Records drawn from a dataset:
▬▬▬▬▬▬

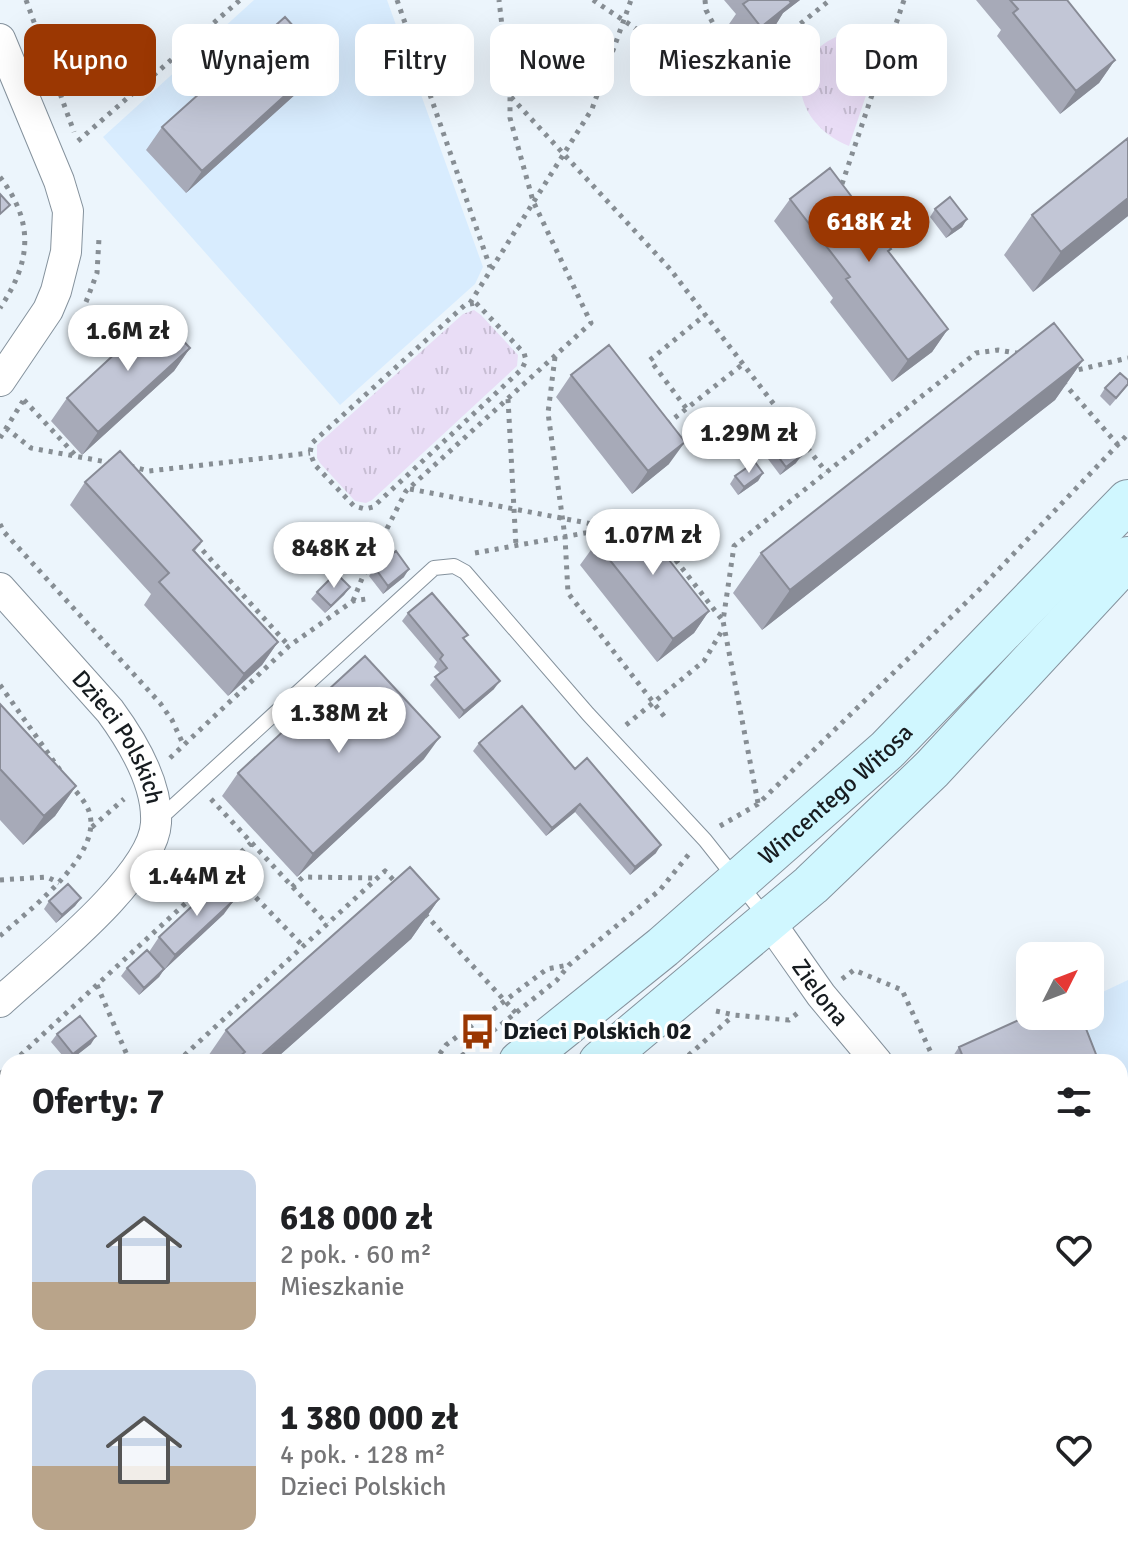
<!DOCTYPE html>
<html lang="pl">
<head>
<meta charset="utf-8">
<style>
	:root { --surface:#fff; --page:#f6f6f6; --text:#202124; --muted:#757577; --accent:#9b3702 }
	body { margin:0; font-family:Signika,sans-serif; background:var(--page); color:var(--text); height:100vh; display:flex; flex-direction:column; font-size:30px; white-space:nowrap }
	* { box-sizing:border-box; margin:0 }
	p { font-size:26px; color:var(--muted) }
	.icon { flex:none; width:44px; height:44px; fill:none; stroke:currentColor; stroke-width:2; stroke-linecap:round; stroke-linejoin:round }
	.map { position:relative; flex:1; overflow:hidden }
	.side { position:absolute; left:0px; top:1054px; width:1128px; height:514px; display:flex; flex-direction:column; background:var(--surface); border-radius:24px 24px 0 0; box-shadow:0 8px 32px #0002 }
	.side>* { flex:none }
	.banner { position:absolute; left:24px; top:24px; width:1080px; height:72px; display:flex; gap:16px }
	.needle { width:52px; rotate:48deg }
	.tools { position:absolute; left:1016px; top:942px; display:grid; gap:16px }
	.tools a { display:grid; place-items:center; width:88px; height:88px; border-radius:16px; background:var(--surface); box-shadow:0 8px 32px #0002; font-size:40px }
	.price { position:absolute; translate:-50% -68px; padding:0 18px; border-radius:28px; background:#fff; color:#222; font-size:26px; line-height:52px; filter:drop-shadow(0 2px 4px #0008) }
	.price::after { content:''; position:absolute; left:50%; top:48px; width:24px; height:18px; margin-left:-12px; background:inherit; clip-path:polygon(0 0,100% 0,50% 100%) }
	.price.current { background:var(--accent); color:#fff }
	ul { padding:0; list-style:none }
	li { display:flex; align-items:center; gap:24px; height:200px; padding:0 32px }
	li span { display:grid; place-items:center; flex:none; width:224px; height:160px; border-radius:16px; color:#555 }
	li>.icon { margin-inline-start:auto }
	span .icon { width:96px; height:96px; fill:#fffc; stroke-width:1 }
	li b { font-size:34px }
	h2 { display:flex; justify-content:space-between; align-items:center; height:96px; padding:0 32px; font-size:34px }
	.chip { padding:0 28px; border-radius:16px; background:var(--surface); box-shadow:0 8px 32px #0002; font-size:28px; line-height:72px }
	.chip.current { background:var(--accent); color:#fff }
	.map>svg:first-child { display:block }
	.built { fill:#d8ecfe }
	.park { fill:url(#park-tufts) }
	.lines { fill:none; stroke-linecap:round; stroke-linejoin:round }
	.lane-casing { stroke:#85929d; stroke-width:16 }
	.street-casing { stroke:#85929d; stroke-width:32 }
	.secondary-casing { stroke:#85929d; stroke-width:44 }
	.path { stroke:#878e94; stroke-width:5; stroke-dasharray:4 6; stroke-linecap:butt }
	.lane { stroke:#fff; stroke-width:14 }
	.street { stroke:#fff; stroke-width:30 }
	.secondary { stroke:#d0f7ff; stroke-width:42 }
	.wall { fill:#a7aab8 }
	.shaded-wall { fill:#888b96 }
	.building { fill:#c2c6d6; stroke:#888b96; stroke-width:2 }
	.labels { text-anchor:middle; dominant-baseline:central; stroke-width:6; stroke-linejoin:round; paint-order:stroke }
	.street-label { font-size:24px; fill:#171c20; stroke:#fff }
	.poi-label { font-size:24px; font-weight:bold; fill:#171c20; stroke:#fff; text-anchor:start }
</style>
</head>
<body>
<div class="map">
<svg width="1128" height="1567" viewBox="0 0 1128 1567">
	<defs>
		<pattern id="park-tufts" width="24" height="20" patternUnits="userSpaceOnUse" patternTransform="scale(2)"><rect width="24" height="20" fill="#e9ddf6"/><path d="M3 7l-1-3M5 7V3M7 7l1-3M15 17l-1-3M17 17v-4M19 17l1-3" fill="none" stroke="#c7bdd3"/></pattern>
	</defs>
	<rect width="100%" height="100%" fill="#ecf5fc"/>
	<!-- built -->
	<path class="built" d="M 254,0 L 387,0 L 483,267 L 475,284 L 340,405 L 103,137 Z
		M 1128,980 L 1128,1431 L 1120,1434 L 1120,1062 L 952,1062 L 1051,1016 L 1090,1016 L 1090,998 Z"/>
	<!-- park -->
	<path class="park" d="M 849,32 L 872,32 L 886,36 L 849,146 C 788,121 782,52 849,32 Z
		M 474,310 L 481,315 L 518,355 L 517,366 L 372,500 L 366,503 L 355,501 L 320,463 L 317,458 L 317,445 L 463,314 Z"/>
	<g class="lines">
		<defs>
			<path id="lane" d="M 156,822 L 434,568 L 454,566 L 465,572 L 588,714 L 705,840 L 766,917
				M 63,1567 L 72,1560"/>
			<g id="street">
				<path d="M 0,39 L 59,181 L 68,211 L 66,252 L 56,291 L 48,310 L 0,381"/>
				<path id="s1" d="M 0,588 L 110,711 C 132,741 158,784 156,823 C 153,877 40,965 0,1002"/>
				<path id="s2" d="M 769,921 L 821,995 L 877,1062"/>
				<path d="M 1075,1560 L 1078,1567"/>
			</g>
			<g id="secondary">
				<path id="s3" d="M 520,1062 L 663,947 L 887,750 L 1128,501"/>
				<path d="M 600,1062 L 811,885 L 932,769 L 1128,558"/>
				<path d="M 0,1475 L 8,1468"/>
				<path d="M 0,1519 L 8,1513"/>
			</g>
		</defs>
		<!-- lane casing -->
		<use href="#lane" class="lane-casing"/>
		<!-- street casing -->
		<use href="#street" class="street-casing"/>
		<!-- secondary casing -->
		<use href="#secondary" class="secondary-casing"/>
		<!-- path -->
		<path class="path" d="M 26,0 L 74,132
			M 397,0 L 490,267
			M 593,0 L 677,56 L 748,89 L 739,73
			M 705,0 L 706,10 L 739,73 L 830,0
			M 37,27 L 136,67 L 148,80
			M 748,89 L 765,82
			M 511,97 L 670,269 L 826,472
			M 78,141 L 240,0
			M 0,177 C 35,223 31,262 0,308
			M 842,184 L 904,0
			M 86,302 L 97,273 L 99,238
			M 470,303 L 592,109 L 631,0
			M 476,303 L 524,353 L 526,360 L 522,369 L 373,507 L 365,509 L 354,506 L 315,465 L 310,453 L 312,443 L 465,305 Z
			M 555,357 L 548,413 L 565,537 L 568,593 L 667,720
			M 1069,372 L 1128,358
			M 1063,382 L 1118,445
			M 508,399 L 516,546
			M 24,400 L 78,458
			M 686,408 L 650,360 L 705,315
			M 667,424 L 743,364
			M 6,428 L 31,448 L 112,463
			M 0,438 L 23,401
			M 130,466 L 149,471 L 310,453
			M 410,489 L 613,528 L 637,510 L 723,621
			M 0,524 L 4,532 L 160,703 L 172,720 L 184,746
			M 196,543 L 289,646
			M 475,553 L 607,529
			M 353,601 L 363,576 L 406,491 L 591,323 L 533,201 L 510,118 L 510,96 L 499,0
			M 0,685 L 62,773
			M 626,725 L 704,661 L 723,629
			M 170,758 L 289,646 L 353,601 L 366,599
			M 211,799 L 327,924
			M 758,803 L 723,621 L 734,546 L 976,353 L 998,350 L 1022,354
			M 720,826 L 758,804 L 981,588 L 1128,434
			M 92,827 L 124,799
			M 235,876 L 303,946
			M 0,880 L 47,877 L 59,883
			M 292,887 L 303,877 L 375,878
			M 425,914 L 516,1013
			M 0,936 C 28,911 100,857 90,815 C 88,804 77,793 70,784
			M 842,979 L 854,970 L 902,990 L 932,1055 L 929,1062
			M 97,985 L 130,1062
			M 716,1011 L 734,1015 L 789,1020 L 799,1012
			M 13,1062 L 251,843
			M 177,1062 L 385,871 L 399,886
			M 434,1062 L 446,1045 L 547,969 L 568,965
			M 454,1062 L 557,980 L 569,965 L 660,890 L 689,854
			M 681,1062 L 733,1016
			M 0,1074 L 8,1067
			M 0,1411 L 8,1405
			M 4,1567 L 12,1560
			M 115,1567 L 124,1560"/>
		<!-- lane -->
		<use href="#lane" class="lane"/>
		<!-- street -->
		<use href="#street" class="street"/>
		<!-- secondary -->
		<use href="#secondary" class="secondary"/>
	</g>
	<!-- wall -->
	<path class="wall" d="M 724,0 L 800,0 L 783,13 L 775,26 L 745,49 L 727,27 L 736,14 Z
		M 976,0 L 1067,0 L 1115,60 L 1099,83 L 1060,114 L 997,36 L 1001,30 Z
		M 324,60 L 308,83 L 186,193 L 146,150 L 162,127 Z
		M 790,199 L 889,252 L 948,329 L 932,352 L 892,382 L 830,302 L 833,298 L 774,221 Z
		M 935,209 L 967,219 L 962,227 L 946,238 L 930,217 Z
		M 1032,215 L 1128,216 L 1033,292 L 1004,255 Z
		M 190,348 L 174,371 L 82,455 L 51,421 L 67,398 Z
		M 1083,360 L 1055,400 L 762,630 L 733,593 L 761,553 Z
		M 571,375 L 669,464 L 632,494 L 556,397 Z
		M 1128,380 L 1128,385 L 1110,406 L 1100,396 L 1105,388 Z
		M 771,447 L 796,463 L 780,475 L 765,455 Z
		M 763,473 L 758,481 L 738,495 L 730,484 L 735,476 Z
		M 85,482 L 202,541 L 195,551 L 278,642 L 262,665 L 228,696 L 144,605 L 151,594 L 70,505 Z
		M 596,543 L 709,611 L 694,633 L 657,662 L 580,565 Z
		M 375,568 L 404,577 L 383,594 L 369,576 Z
		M 350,587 L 344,595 L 325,613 L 311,599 L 317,592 Z
		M 408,613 L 464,639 L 494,689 L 459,719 L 430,685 L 440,673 L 434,667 L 437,662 L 402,621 Z
		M 0,704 L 76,786 L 55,816 L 23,845 L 0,820 Z
		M 479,743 L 575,769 L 656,853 L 630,875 L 575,812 L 546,836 L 473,751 Z
		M 424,759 L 297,877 L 222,796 L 238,773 Z
		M 238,877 L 227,890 L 224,914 L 164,970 L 159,977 L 139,995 L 121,976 L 127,968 L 149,952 L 159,937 L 212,887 L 217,880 Z
		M 81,898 L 75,906 L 56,923 L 44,909 L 49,901 Z
		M 439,899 L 411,939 L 272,1062 L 204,1062 L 226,1030 Z
		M 57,1034 L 91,1044 L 68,1062 L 51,1042 Z
		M 959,1047 L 1099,1062 L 949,1062 Z
		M 1128,1500 L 1128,1567 L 1114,1567 L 1111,1560 L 1120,1560 L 1120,1508 L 1125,1501 Z
		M 1001,1560 L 1040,1560 L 1043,1567 L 1004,1567 Z"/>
	<!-- shaded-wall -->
	<path class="shaded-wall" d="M 788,0 L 800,0 L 783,13 L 775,26 L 745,49 L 761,27 Z
		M 324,60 L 308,83 L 186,193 L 202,171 Z
		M 1115,60 L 1099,83 L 1060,114 L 1076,91 Z
		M 1128,198 L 1128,216 L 1033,292 L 1061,252 Z
		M 967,219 L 962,227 L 946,238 L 952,230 Z
		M 948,329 L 932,352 L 892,382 L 908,360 Z
		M 190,348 L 174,371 L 82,455 L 98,432 Z
		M 1083,360 L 1055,400 L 762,630 L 790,590 Z
		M 685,442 L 669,464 L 632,494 L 648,471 Z
		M 802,455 L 796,463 L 780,475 L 786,467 Z
		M 763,473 L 758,481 L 738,495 L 744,487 Z
		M 409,569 L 404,577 L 383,594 L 388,586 Z
		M 350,587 L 344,595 L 325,613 L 331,606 Z
		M 709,611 L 694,633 L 657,662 L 673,639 Z
		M 278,642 L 262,665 L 228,696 L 244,674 Z
		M 500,681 L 494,689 L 459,719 L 464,711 Z
		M 440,737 L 424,759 L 297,877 L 313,854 Z
		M 76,786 L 55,816 L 23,845 L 44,816 Z
		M 580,804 L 575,812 L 546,836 L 552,828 Z
		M 661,845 L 656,853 L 630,875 L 635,867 Z
		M 81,898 L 75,906 L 56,923 L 62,915 Z
		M 235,899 L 224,914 L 164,970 L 175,955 Z
		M 439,899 L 411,939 L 272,1062 L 255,1062 Z
		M 164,969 L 159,977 L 139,995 L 144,988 Z
		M 96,1036 L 91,1044 L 68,1062 L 73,1054 Z
		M 8,1199 L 8,1213 L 0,1220 L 0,1207 Z
		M 1128,1384 L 1128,1400 L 1120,1403 L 1120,1387 Z
		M 490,1560 L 504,1560 L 499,1567 L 462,1567 Z"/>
	<!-- building -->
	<path class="building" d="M 749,0 L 789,0 L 791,3 L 761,27 L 743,4 Z
		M 1010,0 L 1067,0 L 1115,60 L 1076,91 L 1013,13 L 1018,9 Z
		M 285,17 L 324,60 L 202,171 L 162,127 Z
		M 1128,138 L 1128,198 L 1061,252 L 1032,215 Z
		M 830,168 L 891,249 L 888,251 L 948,329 L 908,360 L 846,279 L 850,277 L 790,199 Z
		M 0,194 L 10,205 L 0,214 Z
		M 950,197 L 967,219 L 952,230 L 935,209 Z
		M 158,314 L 190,348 L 98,432 L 67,398 Z
		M 1054,323 L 1083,360 L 790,590 L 761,553 Z
		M 609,345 L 685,442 L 648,471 L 571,375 Z
		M 1120,373 L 1128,380 L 1128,384 L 1116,398 L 1105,388 Z
		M 787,435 L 802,455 L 786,467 L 771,447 Z
		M 120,451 L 202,541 L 193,550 L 278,642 L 244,674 L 159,582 L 169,573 L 85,482 Z
		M 755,462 L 763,473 L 744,487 L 735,476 Z
		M 633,514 L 709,611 L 673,639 L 596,543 Z
		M 396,551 L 409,569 L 388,586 L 375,568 Z
		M 336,573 L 350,587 L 331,606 L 317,592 Z
		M 432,593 L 468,635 L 463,638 L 500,681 L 464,711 L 435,677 L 447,668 L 440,659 L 443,655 L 408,613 Z
		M 365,656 L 440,737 L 313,854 L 238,773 Z
		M 0,704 L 76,786 L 44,816 L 0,769 Z
		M 522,706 L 575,769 L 587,758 L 661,845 L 635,867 L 580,804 L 552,828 L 479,743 Z
		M 410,867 L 439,899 L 256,1060 L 258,1062 L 233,1062 L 245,1052 L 226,1030 Z
		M 230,868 L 238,877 L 226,889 L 217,880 Z
		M 219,881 L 235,899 L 175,955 L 159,937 Z
		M 68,884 L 81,898 L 62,915 L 49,901 Z
		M 147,950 L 164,969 L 144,988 L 127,968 Z
		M 1030,1015 L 1030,1016 L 1081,1016 L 1099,1062 L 965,1062 L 959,1047 Z
		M 80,1016 L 96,1036 L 73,1054 L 57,1034 Z
		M 1120,1116 L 1128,1136 L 1128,1384 L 1120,1387 Z
		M 8,1140 L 8,1199 L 0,1207 L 0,1147 Z
		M 1128,1528 L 1128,1560 L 1120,1541 L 1120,1531 Z
		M 365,1560 L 490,1560 L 462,1567 L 340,1567 Z
		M 1010,1560 L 1040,1560 L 1043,1567 L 1012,1567 Z"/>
	<!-- icons -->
	<defs>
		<symbol id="bus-bare" viewBox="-9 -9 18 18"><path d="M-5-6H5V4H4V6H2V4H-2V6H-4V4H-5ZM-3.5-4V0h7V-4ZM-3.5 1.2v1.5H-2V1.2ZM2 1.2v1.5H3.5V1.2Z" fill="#9b3702" stroke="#fff" stroke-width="2.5" paint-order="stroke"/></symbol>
	</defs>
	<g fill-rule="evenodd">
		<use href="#bus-bare" x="452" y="1006" width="51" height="51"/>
	</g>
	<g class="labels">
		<!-- street labels -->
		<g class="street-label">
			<text stroke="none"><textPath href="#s1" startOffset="192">Dzieci Polskich</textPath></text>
			<text stroke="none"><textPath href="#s3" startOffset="414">Wincentego Witosa</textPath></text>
			<text stroke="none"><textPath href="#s2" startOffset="88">Zielona</textPath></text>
		</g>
		<!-- poi labels -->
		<g class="poi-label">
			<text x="503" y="1031">Dzieci Polskich 02</text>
		</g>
	</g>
</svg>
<div class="tools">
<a><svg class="needle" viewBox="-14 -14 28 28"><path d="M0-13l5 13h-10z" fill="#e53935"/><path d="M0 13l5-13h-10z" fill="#757577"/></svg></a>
</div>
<b class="price current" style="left:869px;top:264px">618K zł</b>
<b class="price" style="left:128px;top:373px">1.6M zł</b>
<b class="price" style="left:749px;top:475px">1.29M zł</b>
<b class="price" style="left:653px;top:577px">1.07M zł</b>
<b class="price" style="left:334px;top:590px">848K zł</b>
<b class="price" style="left:339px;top:755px">1.38M zł</b>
<b class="price" style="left:197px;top:918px">1.44M zł</b>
<div class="banner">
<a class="chip current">Kupno</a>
<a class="chip">Wynajem</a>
<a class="chip">Filtry</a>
<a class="chip">Nowe</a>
<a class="chip">Mieszkanie</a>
<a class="chip">Dom</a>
</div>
<section class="side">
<h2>Oferty: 7<svg class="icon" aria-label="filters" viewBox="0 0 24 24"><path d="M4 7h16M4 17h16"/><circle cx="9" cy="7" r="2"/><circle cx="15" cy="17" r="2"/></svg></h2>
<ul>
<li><span style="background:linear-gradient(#c9d6e8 70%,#b9a48a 0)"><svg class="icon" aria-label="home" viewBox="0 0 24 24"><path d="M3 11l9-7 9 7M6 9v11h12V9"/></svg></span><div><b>618 000 zł</b><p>2 pok. · 60 m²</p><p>Mieszkanie</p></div><svg class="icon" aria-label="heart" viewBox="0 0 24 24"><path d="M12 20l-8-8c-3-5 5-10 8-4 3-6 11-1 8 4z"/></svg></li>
<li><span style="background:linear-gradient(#c9d6e8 60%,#b9a48a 0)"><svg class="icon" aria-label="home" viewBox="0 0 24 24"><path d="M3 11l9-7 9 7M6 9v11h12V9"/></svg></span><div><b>1 380 000 zł</b><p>4 pok. · 128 m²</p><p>Dzieci Polskich</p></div><svg class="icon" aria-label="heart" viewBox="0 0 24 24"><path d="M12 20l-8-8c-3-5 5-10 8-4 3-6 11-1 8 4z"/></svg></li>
</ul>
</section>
</div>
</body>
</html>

▬▬▬▬▬▬

## Activity
All that belongs in your answer is the stretch of entries above from the line with "M 948,329 L 932,352 L 892,382 L 908,360 Z" through the line with "M 336,573 L 350,587 L 331,606 L 317,592 Z", printed exactly.

## Response to this task
		M 948,329 L 932,352 L 892,382 L 908,360 Z
		M 190,348 L 174,371 L 82,455 L 98,432 Z
		M 1083,360 L 1055,400 L 762,630 L 790,590 Z
		M 685,442 L 669,464 L 632,494 L 648,471 Z
		M 802,455 L 796,463 L 780,475 L 786,467 Z
		M 763,473 L 758,481 L 738,495 L 744,487 Z
		M 409,569 L 404,577 L 383,594 L 388,586 Z
		M 350,587 L 344,595 L 325,613 L 331,606 Z
		M 709,611 L 694,633 L 657,662 L 673,639 Z
		M 278,642 L 262,665 L 228,696 L 244,674 Z
		M 500,681 L 494,689 L 459,719 L 464,711 Z
		M 440,737 L 424,759 L 297,877 L 313,854 Z
		M 76,786 L 55,816 L 23,845 L 44,816 Z
		M 580,804 L 575,812 L 546,836 L 552,828 Z
		M 661,845 L 656,853 L 630,875 L 635,867 Z
		M 81,898 L 75,906 L 56,923 L 62,915 Z
		M 235,899 L 224,914 L 164,970 L 175,955 Z
		M 439,899 L 411,939 L 272,1062 L 255,1062 Z
		M 164,969 L 159,977 L 139,995 L 144,988 Z
		M 96,1036 L 91,1044 L 68,1062 L 73,1054 Z
		M 8,1199 L 8,1213 L 0,1220 L 0,1207 Z
		M 1128,1384 L 1128,1400 L 1120,1403 L 1120,1387 Z
		M 490,1560 L 504,1560 L 499,1567 L 462,1567 Z"/>
	<!-- building -->
	<path class="building" d="M 749,0 L 789,0 L 791,3 L 761,27 L 743,4 Z
		M 1010,0 L 1067,0 L 1115,60 L 1076,91 L 1013,13 L 1018,9 Z
		M 285,17 L 324,60 L 202,171 L 162,127 Z
		M 1128,138 L 1128,198 L 1061,252 L 1032,215 Z
		M 830,168 L 891,249 L 888,251 L 948,329 L 908,360 L 846,279 L 850,277 L 790,199 Z
		M 0,194 L 10,205 L 0,214 Z
		M 950,197 L 967,219 L 952,230 L 935,209 Z
		M 158,314 L 190,348 L 98,432 L 67,398 Z
		M 1054,323 L 1083,360 L 790,590 L 761,553 Z
		M 609,345 L 685,442 L 648,471 L 571,375 Z
		M 1120,373 L 1128,380 L 1128,384 L 1116,398 L 1105,388 Z
		M 787,435 L 802,455 L 786,467 L 771,447 Z
		M 120,451 L 202,541 L 193,550 L 278,642 L 244,674 L 159,582 L 169,573 L 85,482 Z
		M 755,462 L 763,473 L 744,487 L 735,476 Z
		M 633,514 L 709,611 L 673,639 L 596,543 Z
		M 396,551 L 409,569 L 388,586 L 375,568 Z
		M 336,573 L 350,587 L 331,606 L 317,592 Z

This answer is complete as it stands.